This is why I don't believe in remote workers - SeoxyS
http://kswizz.com/post/15538993641/chance-encounters

======
seanmccann
That really has nothing to do with remote workers. It's just about
brainstorming ideas.

I agree that it's difficult to match the creativity that comes from a face to
face meeting. It's by no means impossible. Living outside Silicon Valley has
forced me to learn how to generate that creativity over the internet. I do get
a different kind of excitement when brainstorming face to face, but I have
been forced to brainstorm my best ideas over the phone or on Skype.

------
jclulow
It's always great to see people turn their (potentially quite narrow) personal
experience into broad proclamations.

"I have never had a productive exchange via IRC, therefore it is not possible
for anybody to do so!"

Meanwhile I have productive IRC, Skype and e-mail discussions all the time,
both with colleagues at work and in the open source communities I participate
in.

------
blucz
Some kinds of work are much easier in person, like brainstorming and high-
level product design. Many other kinds of work--the ones that take up the bulk
of the time in my experience--are best done alone. This includes most of the
hashing-out-the-details stuff like coding, graphic design, and copy-writing.

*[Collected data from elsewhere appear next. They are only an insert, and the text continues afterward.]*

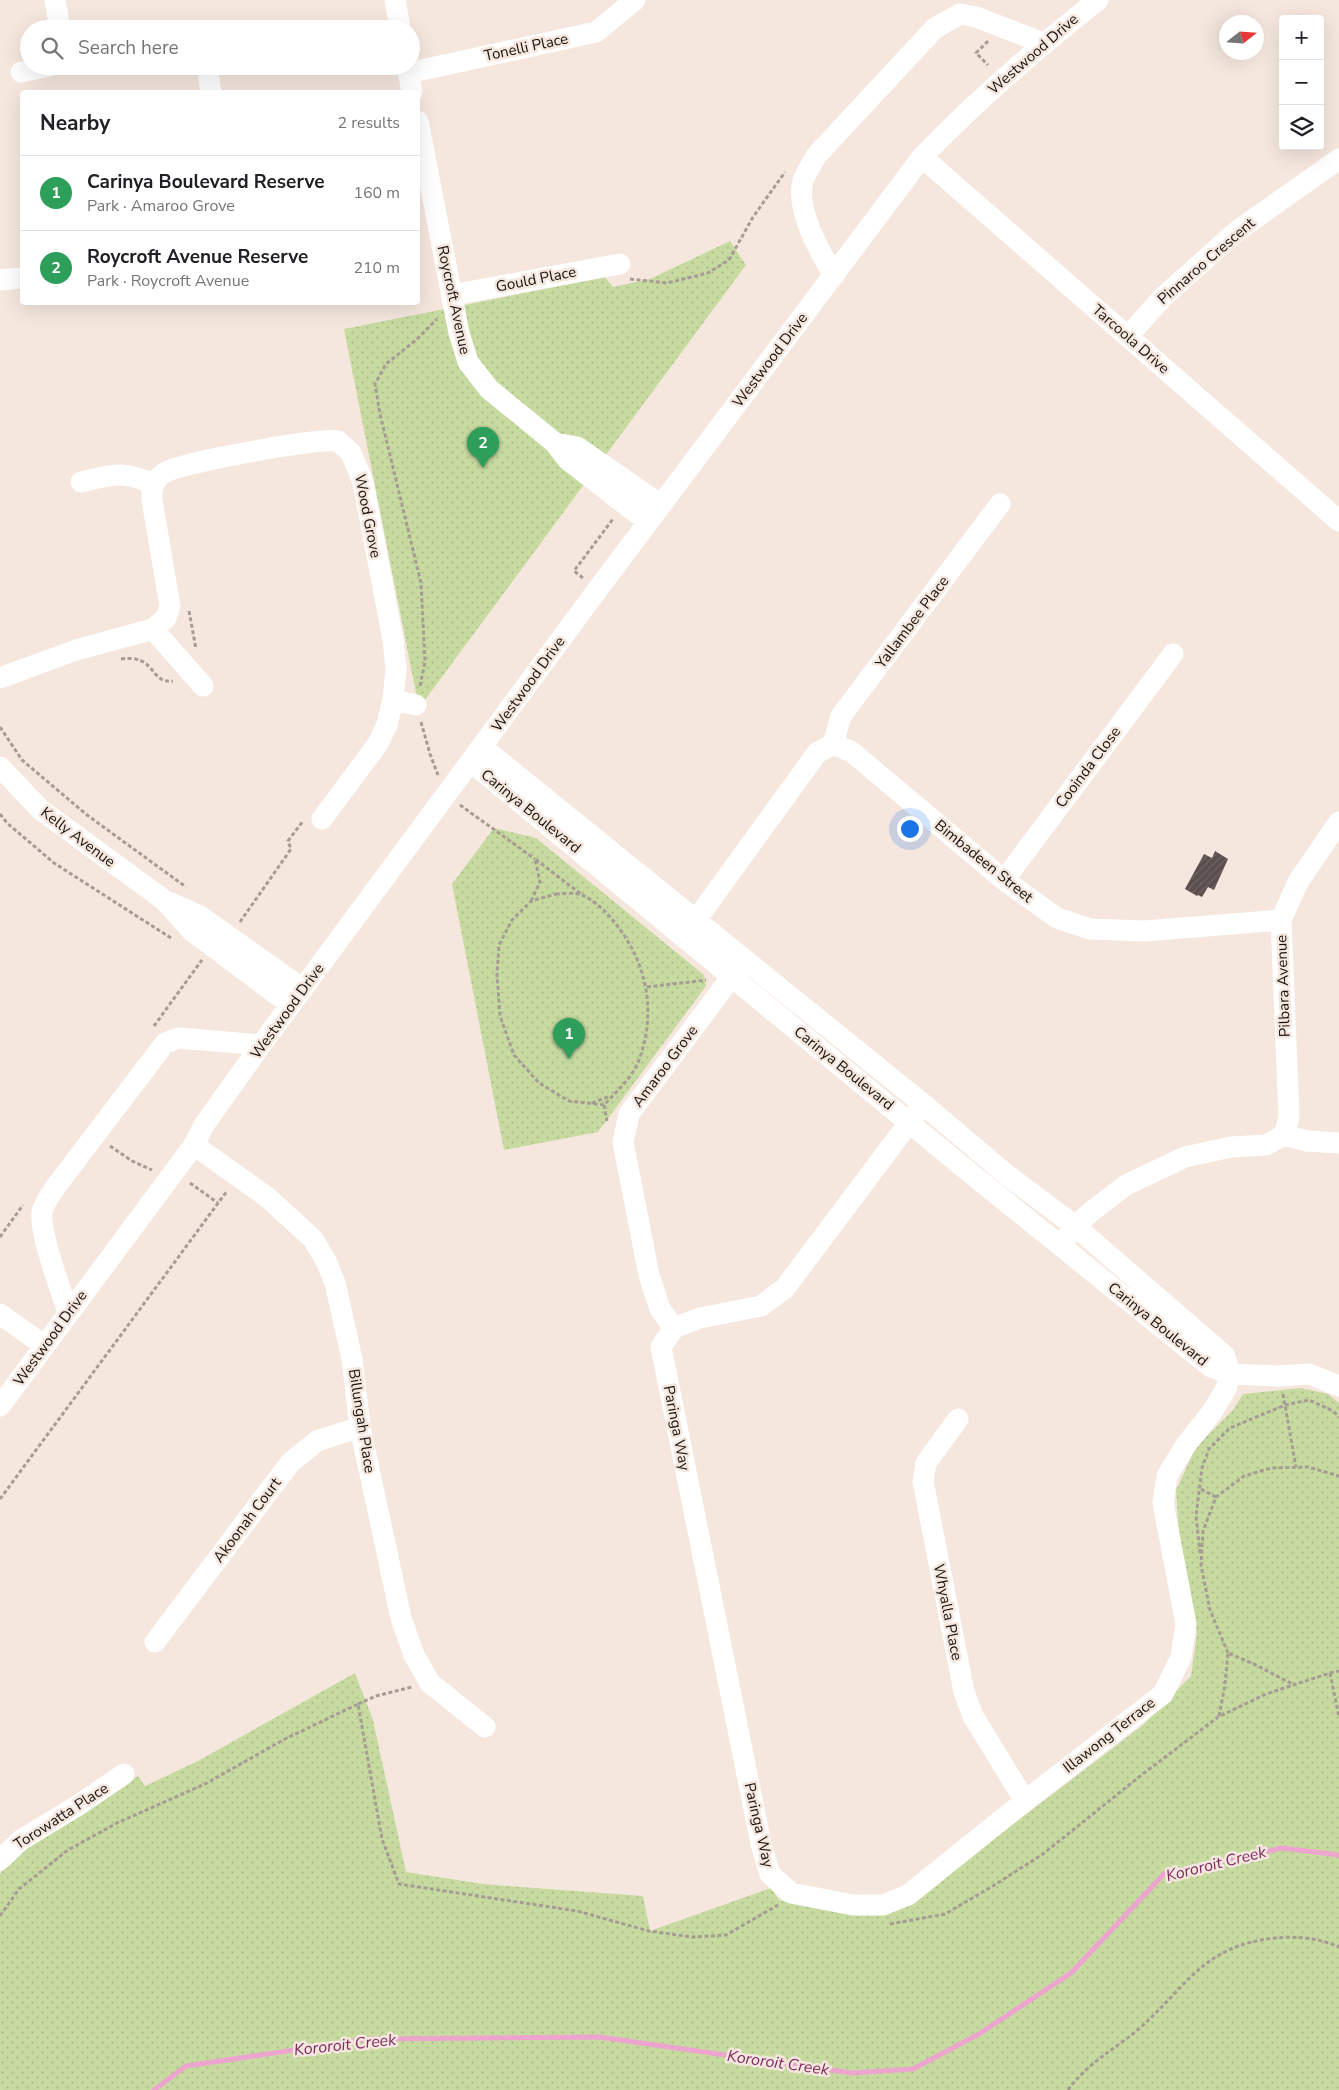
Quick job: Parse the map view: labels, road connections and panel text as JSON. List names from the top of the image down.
{
  "streets": {
    "street": [
      "Tonelli Place",
      "Westwood Drive",
      "Pinnaroo Crescent",
      "Gould Place",
      "Roycroft Avenue",
      "Tarcoola Drive",
      "Wood Grove",
      "Yallambee Place",
      "Cooinda Close",
      "Carinya Boulevard",
      "Kelly Avenue",
      "Bimbadeen Street",
      "Pilbara Avenue",
      "Amaroo Grove",
      "Billungah Place",
      "Paringa Way",
      "Akoonah Court",
      "Whyalla Place",
      "Illawong Terrace",
      "Torowatta Place"
    ]
  },
  "crossings": [
    ["Westwood Drive", "Roycroft Avenue"],
    ["Westwood Drive", "Tarcoola Drive"],
    ["Westwood Drive", "Carinya Boulevard"],
    ["Westwood Drive", "Kelly Avenue"],
    ["Westwood Drive", "Billungah Place"],
    ["Pinnaroo Crescent", "Tarcoola Drive"],
    ["Gould Place", "Roycroft Avenue"],
    ["Yallambee Place", "Bimbadeen Street"],
    ["Cooinda Close", "Bimbadeen Street"],
    ["Carinya Boulevard", "Amaroo Grove"],
    ["Carinya Boulevard", "Illawong Terrace"],
    ["Bimbadeen Street", "Pilbara Avenue"],
    ["Amaroo Grove", "Paringa Way"],
    ["Billungah Place", "Akoonah Court"],
    ["Paringa Way", "Illawong Terrace"],
    ["Whyalla Place", "Illawong Terrace"]
  ],
  "water": ["Kororoit Creek"],
  "north": "right",
  "page": {
    "map_buttons": ["+", "−"],
    "search": "Search here",
    "heading": ["Nearby", "2 results"],
    "list": [
      {
        "mark": "1",
        "name": "Carinya Boulevard Reserve",
        "note": "Park · Amaroo Grove",
        "value": "160 m"
      },
      {
        "mark": "2",
        "name": "Roycroft Avenue Reserve",
        "note": "Park · Roycroft Avenue",
        "value": "210 m"
      }
    ],
    "pins": ["2", "1"]
  }
}
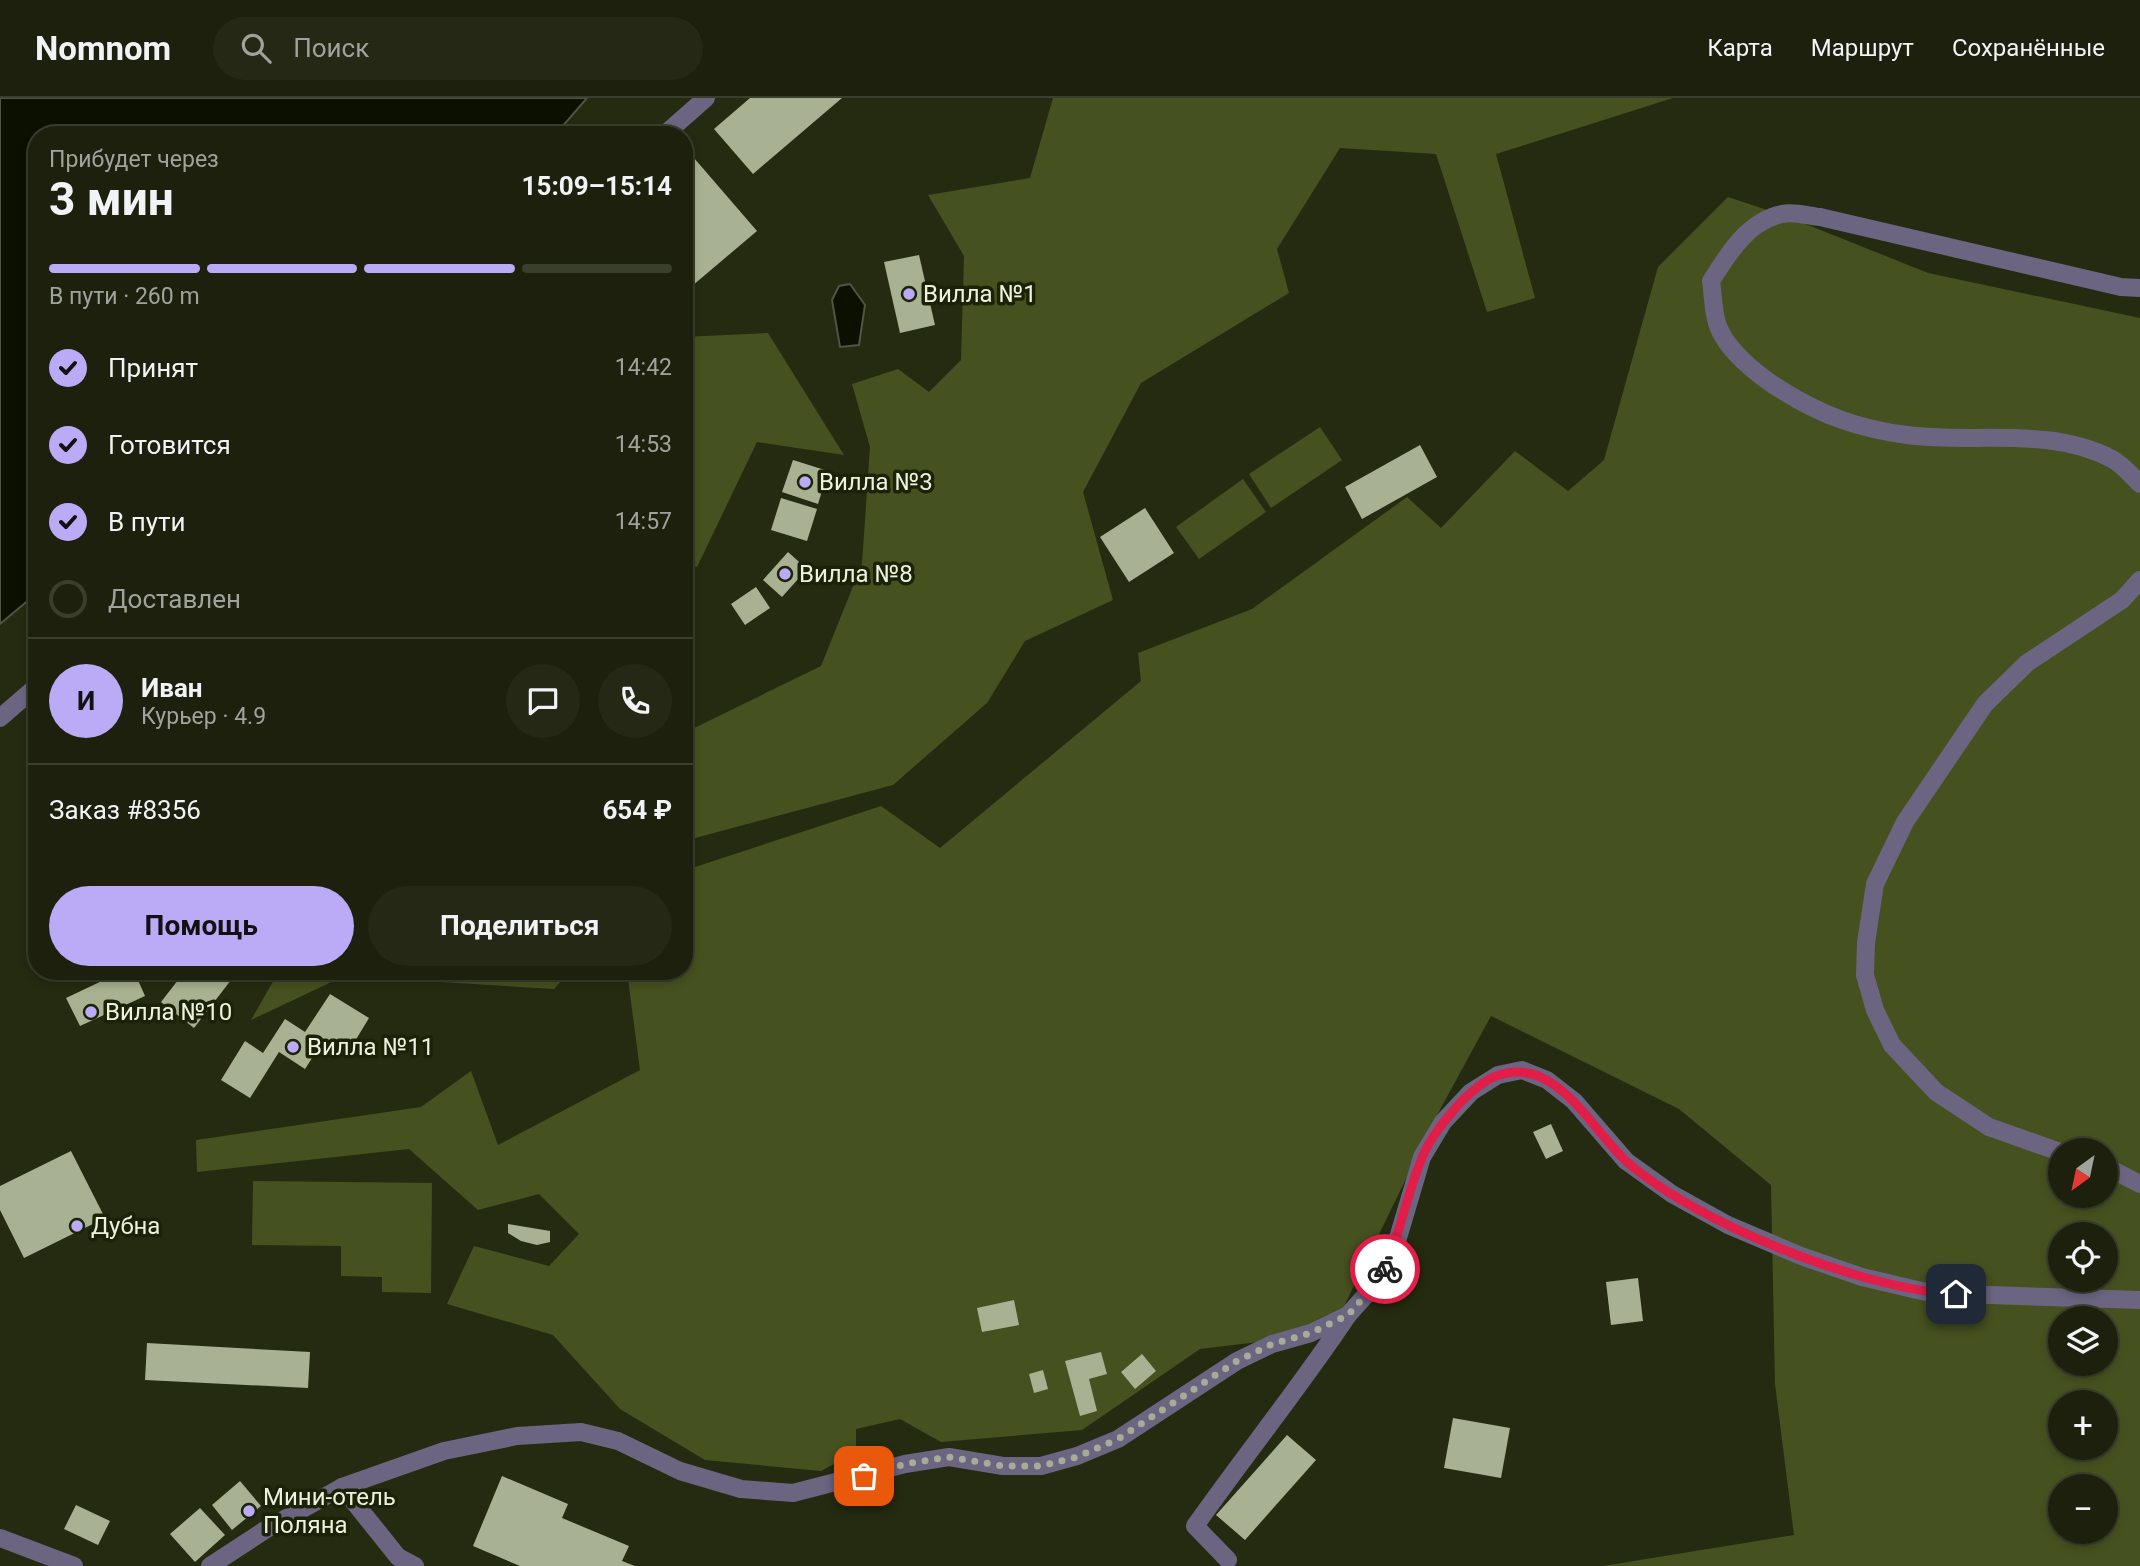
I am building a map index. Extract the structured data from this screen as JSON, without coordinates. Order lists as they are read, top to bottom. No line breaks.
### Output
{"places":["Вилла №1","Вилла №3","Вилла №8","Вилла №10","Вилла №11","Дубна","Мини-отель Поляна"],"north":"bottom left","page":{"header":"Nomnom","search":"Поиск","nav":["Карта","Маршрут","Сохранённые"],"heading":["3 мин","Прибудет через","15:09–15:14"],"panel":["Иван","Курьер · 4.9","Заказ #8356","654 ₽"],"bar":"В пути · 260 m","list":[["Принят","14:42"],["Готовится","14:53"],["В пути","14:57"],"Доставлен"],"round":"И","buttons":["Помощь","Поделиться"],"map_buttons":["+","−"]}}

The most important thing is finding people independent enough to function
remotely. There some also work to be done in breaking down social boundaries--
remote workers need to be willing to reach out immediately when they are
stuck, have ideas, or need to talk something through. Many introverted people
have trouble with this idea, especially at first.

------
FrancescoRizzi
Creativity comes from A) within, B) sharing with others. Nothing says it has
to be in person, within the same physical room... heck, even if there was a
requirement for eye-to-eye contact, webcams (et al.) provide that. The tools
are there. If the creative spark is now catching on, the problem must be
elsewhere: not the right people, or mix of people (or simply not the right
time.. people are not necessarily brilliant 100% of the time throughout their
entire life)

------
dcaylor
Different people communicate well in different ways. There's a tendency to
think there's a right way to do these things. There isn't. You have to have a
way for people to chat with each other informally that works for the real
people on a real team, and a work environment and culture that encourage it.
Whether that can be done remotely or not, or whether it actually works better
remotely, depends on the specific people and the relational chemistry of the
team.

------
nmcfarl
To me this then boils down to: Are the people in my organisation the ones that
are most likely to make me say 'Wow!' or would it be better if my water cooler
conversations happen at the local coffeeshop / meetup.

And I've got to say as the founder of a very small firm, I know what people in
my org are doing, but wow are there a lot of talented people doing amazing
things in Seattle.

------
jinushaun
I work remotely and I'm in GotoMeeting all day. My other coworkers are on
there too. All day. As far as I'm concerned, it feels like we're all working
in the same office.

Email and chat? It doesn't have to be that way. I agree with Jobs that people
have a natural desire to see and hear other people, and that that fosters
creativity. You can still get that working remotely.

------
cjfont
This to me doesn't disqualify working remotely. One can still engage with
peers, it does take a bit more effort. A great example of this is simply
attending Meetups. Most of the time, however, working involves sitting down by
yourself and getting stuff done, even when implementing that great idea that
just came to you from talking to someone else during your lunch break.

------
tlb
There are better ways of working remotely than email and chat. Always-on video
screens and telepresence robots allow a good deal of spontaneity and bumping
into people.

------
aaronblohowiak
>Creativity comes from spontaneous meetings, from random discussions.

Does Creativity have to be a collaborative process?

------
rpietro
probably true when we only had email and chat